Yvonne R. SANSON, Appellant-Plaintiff, v. Steven G. SANSON, Appellee-Defendant.

No. 2-1083 A 368.

Court of Appeals of Indiana, Fourth District.

August 8, 1984.

Robert H. Little, Brookston, for appellant-plaintiff.

John F. Goss, Boomershine & Goss, Monticello, for appellee-defendant.

*771 CONOVER, Judge (Sitting By Designation).

Plaintiff-Appellant Yvonne R. Sanson (Yvonne) appeals the White Circuit Court's order sustaining defendant-appellee's Steven G. Sanson's (Steven) motion to dismiss Yvonne's complaint on foreign judgment.

Reversed.

ISSUES

This appeal presents the following issues:

1. Will Indiana courts of general jurisdiction enforce foreign judgments for installment alimony entered in dissolution of marriage proceedings?

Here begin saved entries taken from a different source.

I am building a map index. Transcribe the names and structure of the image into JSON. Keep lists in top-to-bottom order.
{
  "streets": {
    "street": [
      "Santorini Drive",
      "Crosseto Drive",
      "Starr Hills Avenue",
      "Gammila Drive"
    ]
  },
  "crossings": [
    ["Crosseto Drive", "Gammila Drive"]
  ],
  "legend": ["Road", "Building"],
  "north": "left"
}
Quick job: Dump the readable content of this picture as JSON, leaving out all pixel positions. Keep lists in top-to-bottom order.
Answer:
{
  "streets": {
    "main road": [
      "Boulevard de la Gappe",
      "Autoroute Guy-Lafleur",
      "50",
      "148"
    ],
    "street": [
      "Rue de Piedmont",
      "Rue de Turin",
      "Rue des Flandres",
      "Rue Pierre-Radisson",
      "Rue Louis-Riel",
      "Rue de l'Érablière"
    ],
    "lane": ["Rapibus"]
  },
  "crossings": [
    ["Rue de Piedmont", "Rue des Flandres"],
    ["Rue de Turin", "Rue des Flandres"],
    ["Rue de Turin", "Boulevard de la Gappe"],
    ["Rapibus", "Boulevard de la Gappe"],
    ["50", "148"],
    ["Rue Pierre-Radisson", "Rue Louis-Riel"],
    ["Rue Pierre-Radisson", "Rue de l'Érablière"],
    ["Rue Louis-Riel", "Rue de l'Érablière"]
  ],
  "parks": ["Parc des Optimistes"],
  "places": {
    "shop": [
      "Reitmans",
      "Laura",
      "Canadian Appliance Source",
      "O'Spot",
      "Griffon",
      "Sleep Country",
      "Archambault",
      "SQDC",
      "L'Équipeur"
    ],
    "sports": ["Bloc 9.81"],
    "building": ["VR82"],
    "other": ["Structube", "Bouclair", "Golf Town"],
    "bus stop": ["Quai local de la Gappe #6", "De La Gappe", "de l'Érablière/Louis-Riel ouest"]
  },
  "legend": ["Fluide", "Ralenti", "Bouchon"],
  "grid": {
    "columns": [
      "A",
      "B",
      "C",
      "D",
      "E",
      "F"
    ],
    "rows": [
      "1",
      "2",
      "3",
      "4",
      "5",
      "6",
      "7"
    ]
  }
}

2. Did the trial court have personal and subject matter jurisdiction of the defendant and this cause of action?

3. Was the White Circuit Court the court of proper venue?

FACTS

A decree of the District Court of Wiesbaden, Federal Republic of Germany dissolved the marriage of Yvonne and Steven on January 9, 1980. The parties had entered into a judicial agreement, honored by the court, which provided in part for the payment of $150 per month by Steven to Yvonne for her support and $140 per month as child support.

After their divorce, Steven paid Yvonne's support for a few months then discontinued such payments. However, he has consistently paid child support as provided in the agreement. In the interim, Steven remarried.

On March 31, 1981, Yvonne filed her Complaint on Foreign Judgment in this action with Steven as defendant seeking to recover the installment payments for her support Steven had not paid under the Wiesbaden decree. Steven by counsel appeared and filed an answer denying the complaint's allegations. Over a year later, the White Circuit Court granted Steven's motion to dismiss and overruled Yvonne's motion for summary judgment.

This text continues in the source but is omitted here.